TODAY is the 2nd non-profit Inkwell Awards BLACK (ink) FRIDAY! All items listed in our website’s Store is 50% off the listed prices this weekend (as long as funds are received by midnight Sunday the 27th EST) plus s&h. Books! DVDs! Prints! and more, while supplies last! (T-shirts are a flat $5 each but please email us to ask about the remaining designs, colors and sizes as they aren’t presently listed in the store.) You can follow the instructions when you add items to the cart like about using a special code to activate the discount. If there are any problems while shopping please simply email Bob at firstname.lastname@example.org
As the mission statement on the banner masthead above says “To Promote and Educate About the Art of Comic Book Inking”. It’s basically what we do and have done now for going on nine years.
We at the Inkwell Awards never shine a poor, public light on any publishers regarding a lack of inker credits and recognition, preferring to keep it all positive and speak in generalities. I and some organization members also work for Marvel & DC and one has to be sure to not go over the line when it comes to a professional, freelance relationship and promoting one’s non-profit mission on the promotion of inking. But having said all that, I also believe that a publisher should be given kudos when doing a job well-done, from our perspective at least. This article will be somewhat of a high wire act;-)
Between 2000 and 2007 I had some areas of concern about changes regarding inking/inkers from publishers that had to do with inker credits being removed from solicitations, removed from trade or HC collection covers, and not being included under swatches of sample art in handbooks, magazines, special projects, etc. (There are other areas like the Eisner Awards suddenly removing their voting category for Best Inker after several years of activity, editors skipping the production step of inking in comic books by using Photoshop manipulation of the pencils with cleaning & darkening, and other stuff, all not really applicable to this article.)

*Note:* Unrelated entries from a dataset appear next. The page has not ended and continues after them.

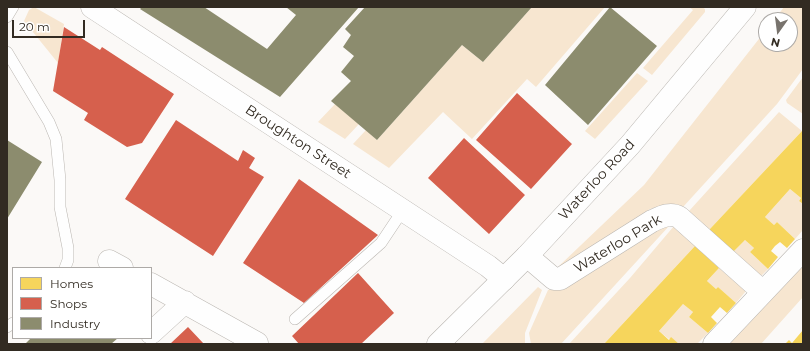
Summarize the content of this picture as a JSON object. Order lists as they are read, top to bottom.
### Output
{
  "streets": {
    "street": ["Broughton Street", "Waterloo Road", "Waterloo Park"]
  },
  "crossings": [
    ["Broughton Street", "Waterloo Road"],
    ["Waterloo Road", "Waterloo Park"]
  ],
  "legend": ["Homes", "Shops", "Industry"],
  "scale_bar": "20 m",
  "north": "bottom"
}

From everything I’d been aware of DC Comics had/has kept all traditional credits for inkers in place. Thanks to former committee member Erick Korpi, who had been attending the monthly DC meetings in Manhattan as a guest: he opened up a dialogue with us and the likes of executives Jim Lee, Dan Didio and Mark Chiarello and prompted us to send them Inkwell gift bags (brochure, Joe Sinnott Challenge book, t-shirt) for the next gathering. From there it lead to Jim (and his able assistant Eddy Choi) authorizing and approving our efforts in organizing the spinoff event from the Joe Sinnott Inking Challenge with the JSIC Spotlight on Jim Lee, our first artist for this program. Besides the program being a huge hit in the realm of education about what inkers do, by selling the various original art blueline pages in our auctions, all signed by Jim and the ink artist, they helped us raise just shy of $6000. No small feat of support! I hold nothing but praise for the team at DC.

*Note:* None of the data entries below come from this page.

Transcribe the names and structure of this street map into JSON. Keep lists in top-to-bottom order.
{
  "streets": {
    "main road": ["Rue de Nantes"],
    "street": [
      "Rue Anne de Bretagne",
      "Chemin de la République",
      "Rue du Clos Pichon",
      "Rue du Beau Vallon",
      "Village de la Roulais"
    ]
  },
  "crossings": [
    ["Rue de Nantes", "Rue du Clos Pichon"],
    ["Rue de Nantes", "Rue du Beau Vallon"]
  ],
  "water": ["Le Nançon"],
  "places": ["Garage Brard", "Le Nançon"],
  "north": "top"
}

I have done most of my career work at Marvel Comics going on 25 years (and have been a fan/reader since 1976) so I had been very much on top of what the House of Ideas was producing. I’d like to salute the team in the collections/special projects department for making a bold effort to bring inker credits back to where they had been before the millennium. I had reached out and tried opening up a dialogue with Marvel and I found what I felt was the right time in the summer 2015. I even offered the department senior editor Jeff Youngquist our services in any way. It took Jeff a while to reply but considering that many emails sent to editors sink into a black hole or limbo, never to be responded to, he replied three months later with an apology and an honest “no promises” statement. He’d keep it “in mind” and “look into it”. It was noncommittal but realistic; I’d cross my fingers but not hold my breath.
Later, while working with the collections office for two columns of the Black Panther by Christopher Priest: The Complete Collection (sharing art/design extras, reformatting an afterword, etc.) I again offered our services to Mark Beazley and Jeph York and Jeph and I had some subsequent back-n-forths regarding identifying who inked what. I even organized an Inkwell “Credits Council” of comic book original art experts for those questions I couldn’t answer and/or to validate my answers.

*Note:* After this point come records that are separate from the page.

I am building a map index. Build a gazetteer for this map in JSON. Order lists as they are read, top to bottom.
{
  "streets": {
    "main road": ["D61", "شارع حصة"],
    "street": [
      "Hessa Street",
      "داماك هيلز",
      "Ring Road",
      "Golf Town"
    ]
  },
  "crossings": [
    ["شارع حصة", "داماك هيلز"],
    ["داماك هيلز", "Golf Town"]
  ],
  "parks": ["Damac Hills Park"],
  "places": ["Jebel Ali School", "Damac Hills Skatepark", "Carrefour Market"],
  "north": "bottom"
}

Recently I finally picked up an item my retailer at Rubber Chicken Comics had been holding for me, The Captain America 75th Anniversary Magazine. Now I don’t pick up every Marvel magazine or handbook or special project (but I do get a lot of Marvel Masterworks editions and several trade collections) so I’m not quite omniscient about all their output. But this magazine impressed me. Ten or more years ago, a project like this would have been very different and not in a way the Inkwells would appreciate. This had inker credits almost everywhere! If that product was representative of what these departments have been producing then we commend them for giving recognition credit where it was due and, at the same time, showing honor and respect towards the art form of inking and it’s artists. Jeff, Mark and Jeph have shown nothing but professionalism and integrity in their words and actions and we’re completely thrilled at La Casa Inkwell. I will be certain to promote them at my annual live awards ceremony at the end of the season in June that I mc at Heroes Con, much like I did about DC at the last ceremony.
I see promise with both companies and their respective teams. May they continue to carry the torch high!
Now if only the Eisners will take us up on our repeated offers to help THEM!